ファイアウォールなど、この接続を妨げる可能性のあるネットワークポリシーがある場合は、イベントサービスと接続できるようにポリシーを設定する必要があります。「分析の問題のトラブルシューティング」を参照してください。

SSL の有効化

カスタム信頼ストアを使用する場合は、「Java エージェント用 SSL の有効化」または「.NET エージェント用 SSL の有効化」を参照してください。

プロキシ設定

Java
プロキシ認証のログイン情報を暗号化する場合は、Java エージェント 4.5.17 以降とコントローラ 4.5.17 以降が必要です。「Java エージェント構成プロパティ」を参照してください。
.Net

.NET エージェントはプロキシ認証をサポートしていません。プロキシ設定には、次の環境変数を使用します。

プロキシを使用してイベントサービスと通信するように .NET エージェントを設定するには、次の手順を実行します。

  1. 次の環境変数を追加/更新します。
  2. Windows アプリケーションを再起動します。
エージェント → プロキシ用のデータを送信するイベントサービス
appdynamics.http.proxyHost
appdynamics.http.proxyPort

エージェントレス分析の有効化

コントローラ、ノード/階層、およびエージェントレベルで、エージェントレス トランザクション分析を有効にできます。

Java
デフォルトでは、Java エージェントのエージェントレス分析が有効になっています。
.NET

デフォルトでは、.NET エージェントのエージェントレス分析は無効になっています。エージェントレス分析を有効にすると、展開がエージェントレス分析モードに変更されます。

階層またはノードレベルでエージェントレス分析を有効にするには、agentless-analytics-disabled プロパティを追加し、false に設定します。false に設定すると、このノードプロパティによって階層またはノードがエージェントレス分析モードに変更されます。ノードプロパティを登録するには、「アプリケーション エージェントのノードプロパティ」を参照してください。

エージェントレス分析の無効化

コントローラ、ノード/階層、およびエージェントレベルで、エージェントレス トランザクション分析を無効にできます。

Java

エージェントレス分析を無効にすると、展開が分析エージェントモードに変更されます。

階層またはノードレベルでエージェントレス分析を無効にするには、agentless-analytics-disabled プロパティを追加し、true に設定します。true に設定すると、このノードプロパティによって階層またはノードが Analytics エージェントモードに戻ります。ノードプロパティを登録するには、「アプリケーション エージェントのノードプロパティ」を参照してください。

.NET

デフォルトでは、.NET エージェントのエージェントレス分析は無効になっています。エージェントレス分析を有効にすると、展開がエージェントレス分析モードに変更されます。

エージェントレス分析を無効にするには、agentless-analytics-disabled の値を true に設定します。

ベントサービス URL のオーバーライド

Java

Java エージェントでイベントサービス URL をオーバーライドするには、appdynamics.analytics.agent.agentless.es.url プロパティを使用します。このプロパティが設定されている場合、Java エージェントは、コントローラから受信したイベントサービス URL を無視し、プロパティの URL を使用してイベントをパブリッシュします。

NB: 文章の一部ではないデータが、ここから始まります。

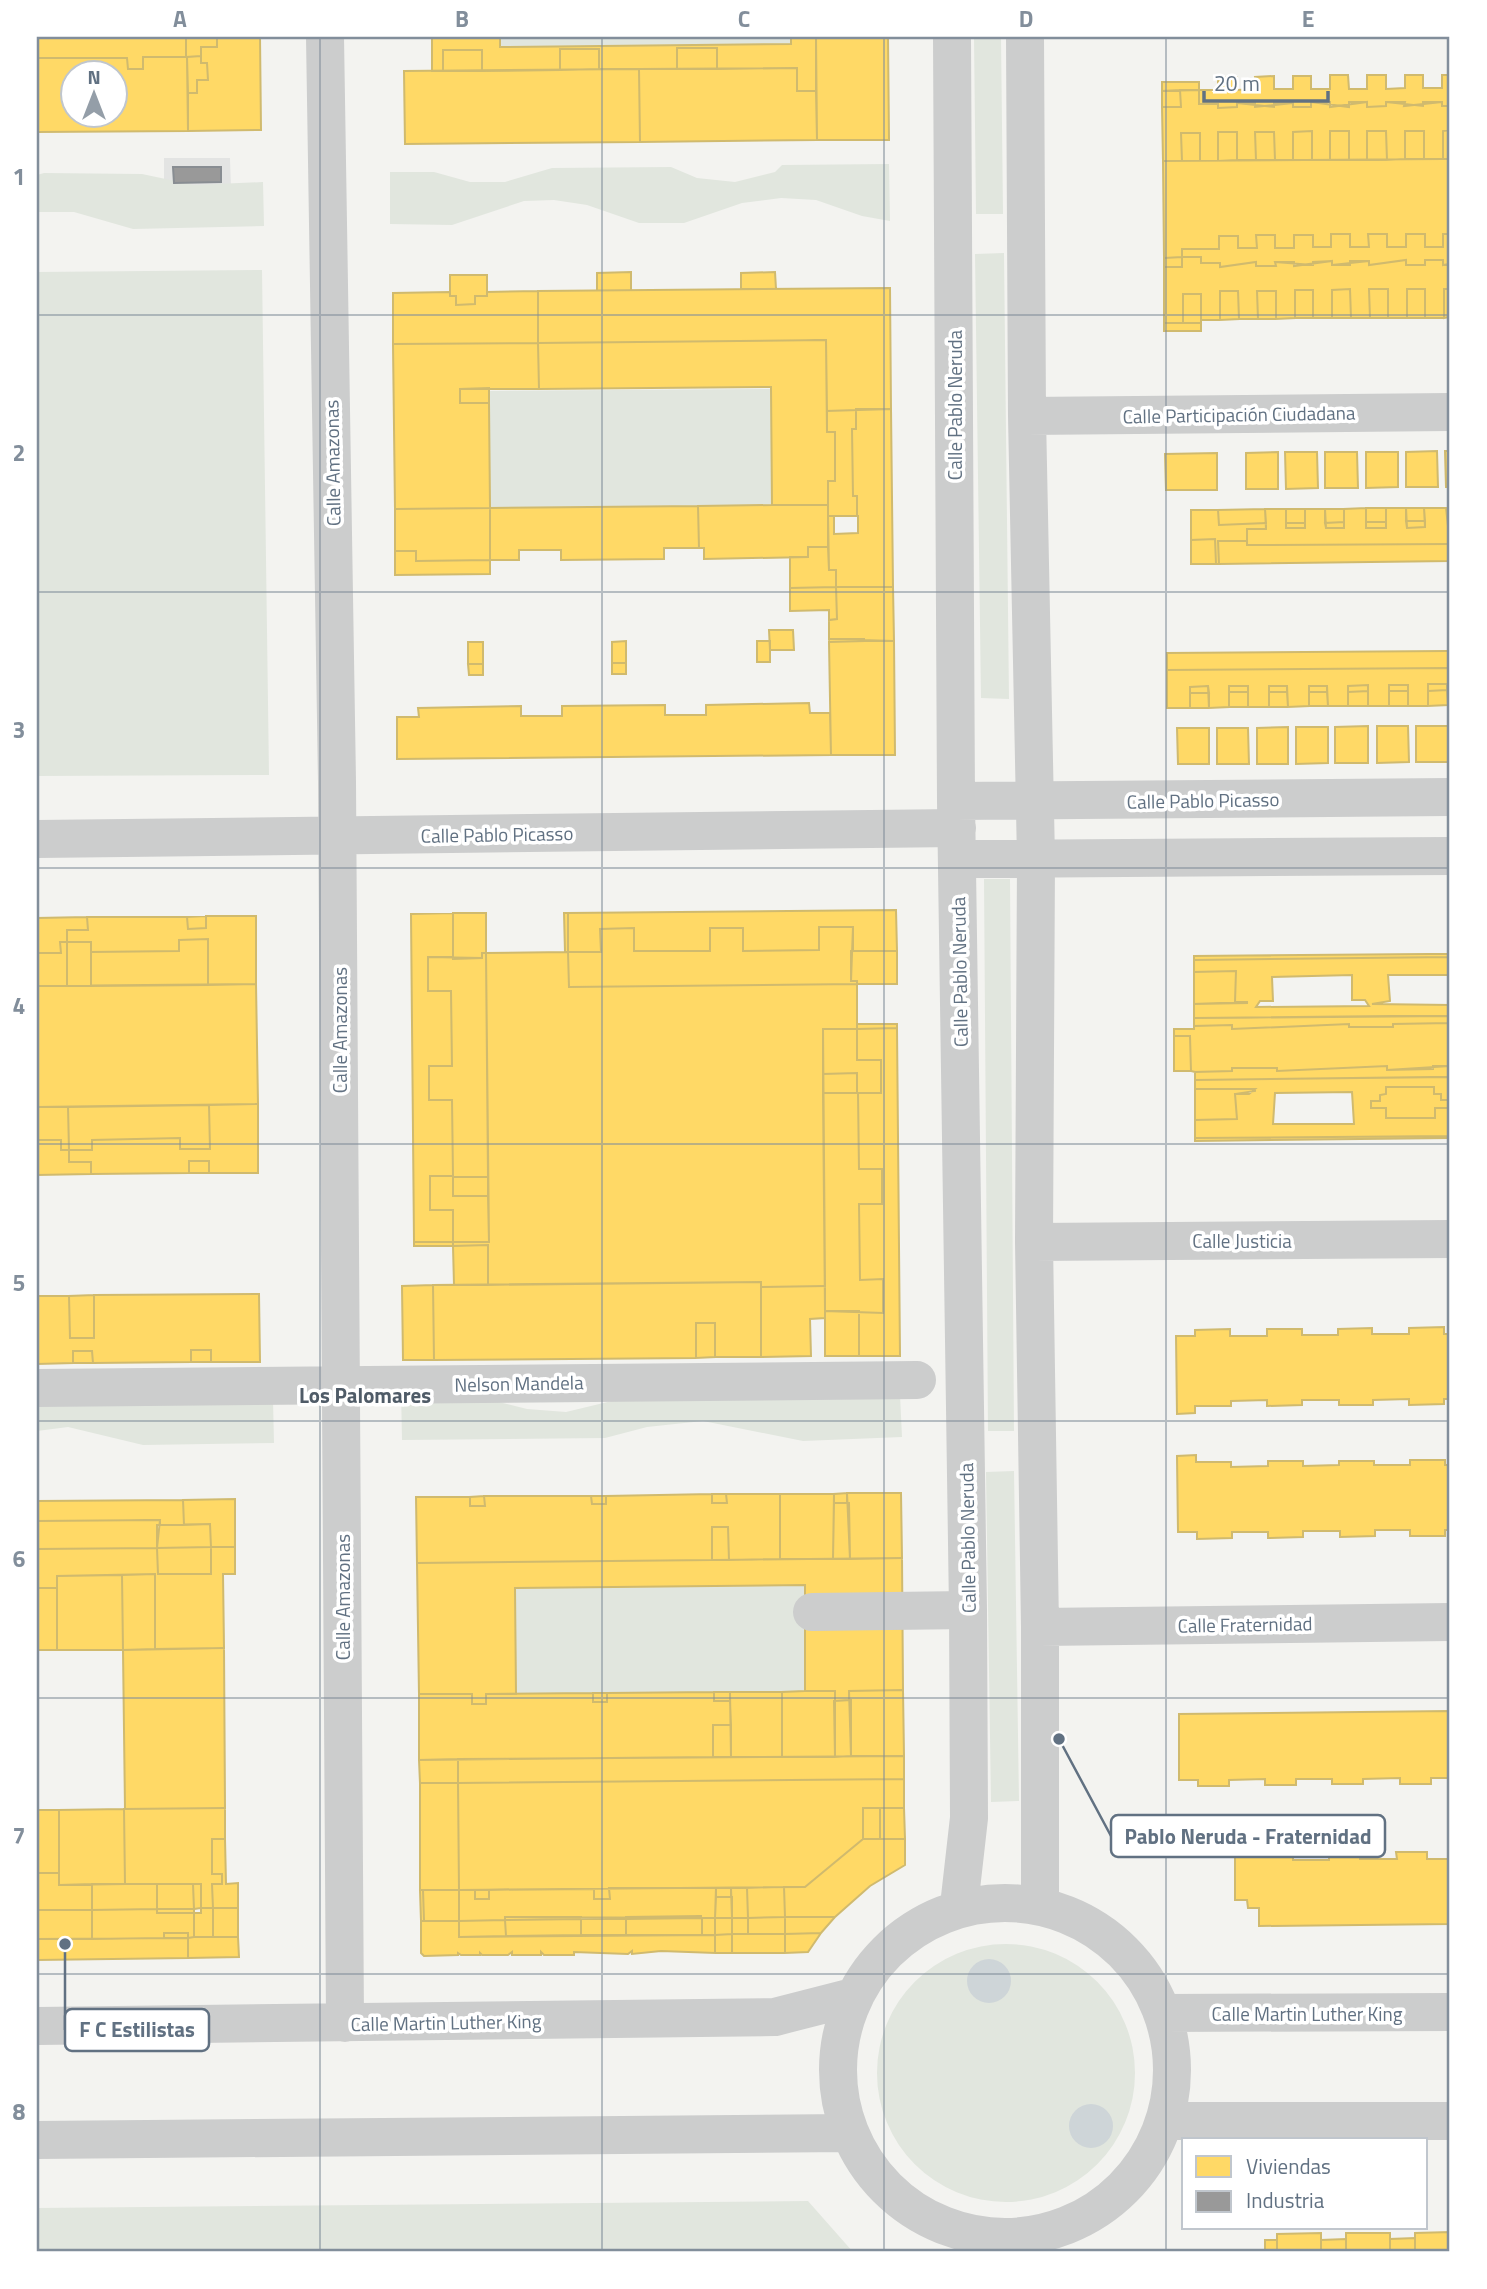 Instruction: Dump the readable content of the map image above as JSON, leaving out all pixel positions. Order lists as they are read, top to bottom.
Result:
{
  "streets": {
    "street": [
      "Calle Pablo Neruda",
      "Calle Participación Ciudadana",
      "Calle Amazonas",
      "Calle Pablo Picasso",
      "Calle Justicia",
      "Nelson Mandela",
      "Calle Fraternidad",
      "Calle Martin Luther King"
    ]
  },
  "crossings": [
    ["Calle Pablo Neruda", "Calle Pablo Picasso"],
    ["Calle Amazonas", "Calle Pablo Picasso"],
    ["Calle Amazonas", "Nelson Mandela"],
    ["Calle Amazonas", "Calle Martin Luther King"]
  ],
  "districts": ["Los Palomares"],
  "places": ["Pablo Neruda - Fraternidad", "F C Estilistas"],
  "legend": ["Viviendas", "Industria"],
  "scale_bar": "20 m",
  "north": "top",
  "grid": {
    "columns": [
      "A",
      "B",
      "C",
      "D",
      "E"
    ],
    "rows": [
      "1",
      "2",
      "3",
      "4",
      "5",
      "6",
      "7",
      "8"
    ]
  }
} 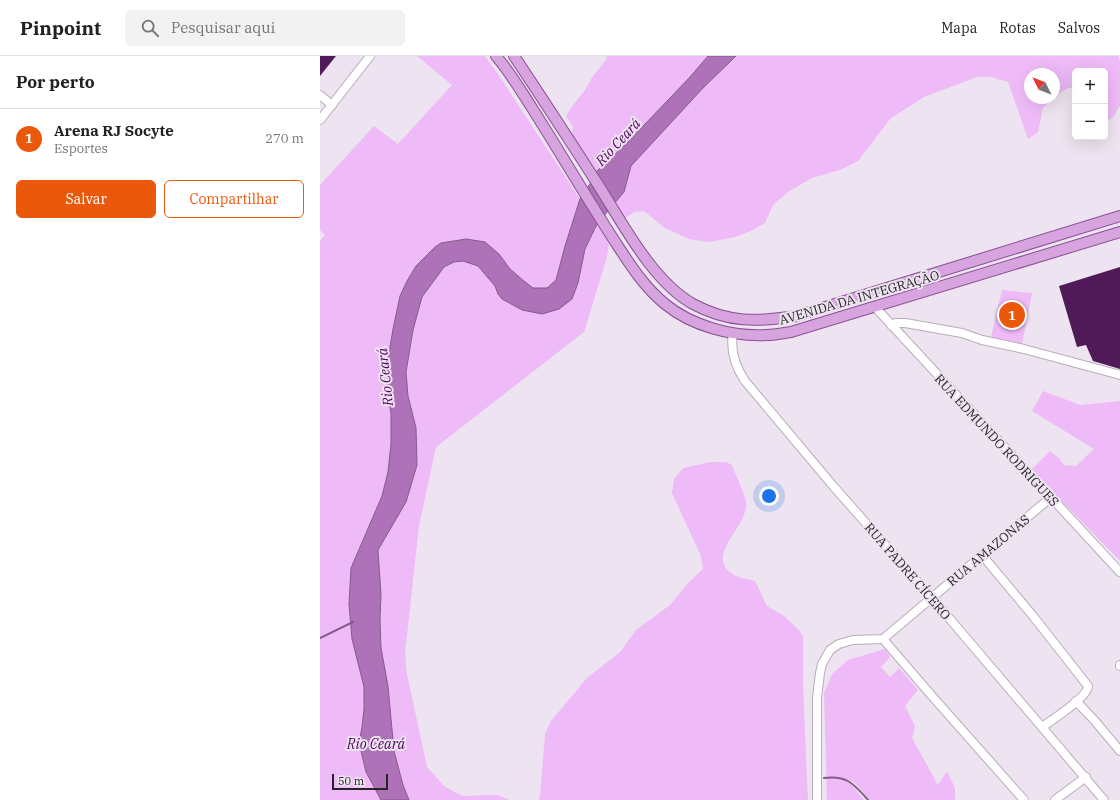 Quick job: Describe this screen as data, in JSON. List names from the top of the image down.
{
  "streets": {
    "main road": ["AVENIDA DA INTEGRAÇÃO"],
    "street": ["RUA EDMUNDO RODRIGUES", "RUA AMAZONAS", "RUA PADRE CÍCERO"]
  },
  "crossings": [
    ["AVENIDA DA INTEGRAÇÃO", "RUA EDMUNDO RODRIGUES"],
    ["AVENIDA DA INTEGRAÇÃO", "RUA PADRE CÍCERO"],
    ["RUA EDMUNDO RODRIGUES", "RUA AMAZONAS"],
    ["RUA AMAZONAS", "RUA PADRE CÍCERO"]
  ],
  "water": ["Rio Ceará"],
  "scale_bar": "50 m",
  "north": "top left",
  "page": {
    "header": "Pinpoint",
    "search": "Pesquisar aqui",
    "nav": ["Mapa", "Rotas", "Salvos"],
    "heading": "Por perto",
    "map_buttons": ["+", "−"],
    "list": [
      {
        "mark": "1",
        "name": "Arena RJ Socyte",
        "note": "Esportes",
        "value": "270 m"
      }
    ],
    "buttons": ["Salvar", "Compartilhar"],
    "pins": "1",
    "scale": "50 m"
  }
}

このプロパティは、Java エージェントバージョン 22.3.0 以降でサポートされています。

.NET

.NET エージェントでイベントサービス URL をオーバーライドするには、appdynamics.analytics.agent.agentless.es.url を使用します。この環境変数が設定されている場合、.NET エージェントは、コントローラから受信したイベントサービス URL を無視し、環境変数の URL を使用してイベントをパブリッシュします。

この環境変数は、.NET エージェントバージョン 22.5.0 以降でサポートされています。

注: 既存の分析エージェント

コントローラとエージェントを最小バージョンへアップグレードすると、既存の Analytics エージェントはデータの報告を停止します。エージェントレス分析では、Analytics エージェントからのデータは重複しません。コントローラに [トランザクション分析(Transaction Analytics)] が表示された場合、ログ分析を使用していない限り、Splunk AppDynamics では Analytics エージェントをアンインストールすることを推奨します。